In 1927, Governor Howard Mason Gore appointed Myers West Virginia's first state poet laureate. He served in this position from June 9, 1927, until March 10, 1937.

== Death ==
Myers died in 1951. He was buried in an unmarked grave in Odd Fellows Cemetery in Elkins, West Virginia. Although his grave was unknown, his family and friends later built a monument for him in the family gravesite in Tucker County.

== Work ==
Myers published two collections, The Quick Years (1926) and Cross and Crown (1951).
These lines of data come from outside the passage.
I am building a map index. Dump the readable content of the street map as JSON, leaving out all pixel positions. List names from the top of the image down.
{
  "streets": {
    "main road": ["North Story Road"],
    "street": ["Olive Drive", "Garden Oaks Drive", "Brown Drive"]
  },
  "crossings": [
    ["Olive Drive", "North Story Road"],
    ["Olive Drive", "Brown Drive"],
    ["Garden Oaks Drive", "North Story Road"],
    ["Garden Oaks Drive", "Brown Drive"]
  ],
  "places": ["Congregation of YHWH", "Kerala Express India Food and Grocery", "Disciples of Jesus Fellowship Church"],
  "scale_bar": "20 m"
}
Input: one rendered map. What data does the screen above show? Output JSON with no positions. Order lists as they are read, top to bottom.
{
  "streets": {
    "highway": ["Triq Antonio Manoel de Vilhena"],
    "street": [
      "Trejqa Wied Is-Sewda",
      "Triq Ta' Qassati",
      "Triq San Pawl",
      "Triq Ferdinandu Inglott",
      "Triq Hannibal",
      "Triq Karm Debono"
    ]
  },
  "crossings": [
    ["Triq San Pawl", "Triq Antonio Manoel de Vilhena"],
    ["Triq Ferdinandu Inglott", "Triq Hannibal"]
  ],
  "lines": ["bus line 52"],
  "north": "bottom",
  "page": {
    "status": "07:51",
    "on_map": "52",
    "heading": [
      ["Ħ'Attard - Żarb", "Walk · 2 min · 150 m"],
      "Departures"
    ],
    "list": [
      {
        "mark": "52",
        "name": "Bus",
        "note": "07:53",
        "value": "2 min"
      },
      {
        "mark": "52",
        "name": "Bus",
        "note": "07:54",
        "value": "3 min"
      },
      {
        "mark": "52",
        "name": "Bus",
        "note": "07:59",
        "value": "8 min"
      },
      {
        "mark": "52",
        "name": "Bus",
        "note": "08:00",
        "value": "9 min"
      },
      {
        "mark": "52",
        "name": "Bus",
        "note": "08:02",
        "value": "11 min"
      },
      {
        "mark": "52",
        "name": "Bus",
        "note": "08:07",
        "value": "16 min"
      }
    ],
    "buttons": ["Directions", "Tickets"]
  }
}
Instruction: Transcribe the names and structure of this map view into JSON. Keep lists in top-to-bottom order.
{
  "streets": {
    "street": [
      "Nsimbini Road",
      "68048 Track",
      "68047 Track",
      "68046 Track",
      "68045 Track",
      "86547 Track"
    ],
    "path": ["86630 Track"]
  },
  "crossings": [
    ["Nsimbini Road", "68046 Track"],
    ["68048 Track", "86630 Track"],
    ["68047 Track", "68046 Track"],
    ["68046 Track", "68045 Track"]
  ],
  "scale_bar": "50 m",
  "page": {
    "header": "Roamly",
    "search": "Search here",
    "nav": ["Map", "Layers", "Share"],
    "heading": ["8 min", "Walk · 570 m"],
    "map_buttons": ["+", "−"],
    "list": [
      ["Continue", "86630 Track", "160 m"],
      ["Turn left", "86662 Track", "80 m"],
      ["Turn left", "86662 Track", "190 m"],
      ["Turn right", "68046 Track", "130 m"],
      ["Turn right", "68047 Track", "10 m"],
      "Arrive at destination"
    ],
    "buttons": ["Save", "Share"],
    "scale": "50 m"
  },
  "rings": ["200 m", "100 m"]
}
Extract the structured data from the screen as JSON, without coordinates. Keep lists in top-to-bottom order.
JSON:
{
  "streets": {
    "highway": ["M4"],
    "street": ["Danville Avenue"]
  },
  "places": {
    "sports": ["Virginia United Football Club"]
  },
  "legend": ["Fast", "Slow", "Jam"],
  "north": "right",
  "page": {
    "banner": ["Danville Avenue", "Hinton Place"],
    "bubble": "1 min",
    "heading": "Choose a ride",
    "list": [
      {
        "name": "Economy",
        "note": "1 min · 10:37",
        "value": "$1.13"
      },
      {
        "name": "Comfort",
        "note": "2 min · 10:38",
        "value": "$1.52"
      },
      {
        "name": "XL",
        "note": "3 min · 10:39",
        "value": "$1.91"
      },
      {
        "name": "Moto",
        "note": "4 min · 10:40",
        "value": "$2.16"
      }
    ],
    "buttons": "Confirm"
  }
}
Very little is written about Cross and Crown, but The Quick Years exemplifies the variety of work he published. His topics ranged from scenic descriptions of the Appalachian Mountains and forests to local color writing, which is a style that emphasizes regional dialects and customs. For example, critic Walter Barnes argues in the introduction to The Quick Years that the section of poems titled "Some Folks I Know" adopts the "free-and-easy colloquialism" of the region. But Barnes also notes that poems such as “Juanita” draw on Victorian imagery, similar to Alfred, Lord Tennyson’s “Maud."

Journalist Jessie Wright-Mendoza suggests that Myers's disability is sometimes reflected in his writing, such as "The Apples of Hesperides": Aflame with longing, parched with thirst,

Over the garden wall I bound.

O changeling youth! from birth accursed,

What is this fruit that I have found?

Life, could you give me naught but these,

The Apples of Hesperides? Wright-Mendoza adopts a biographical reading of this poem, suggesting that Myers uses the mythical apples of Hesperides—which often symbolize knowledge—as a metaphor for the wisdom (and challenges) accrued after a difficult life. She continues, arguing that "he talks about how he was born and cursed from birth, yearning for love."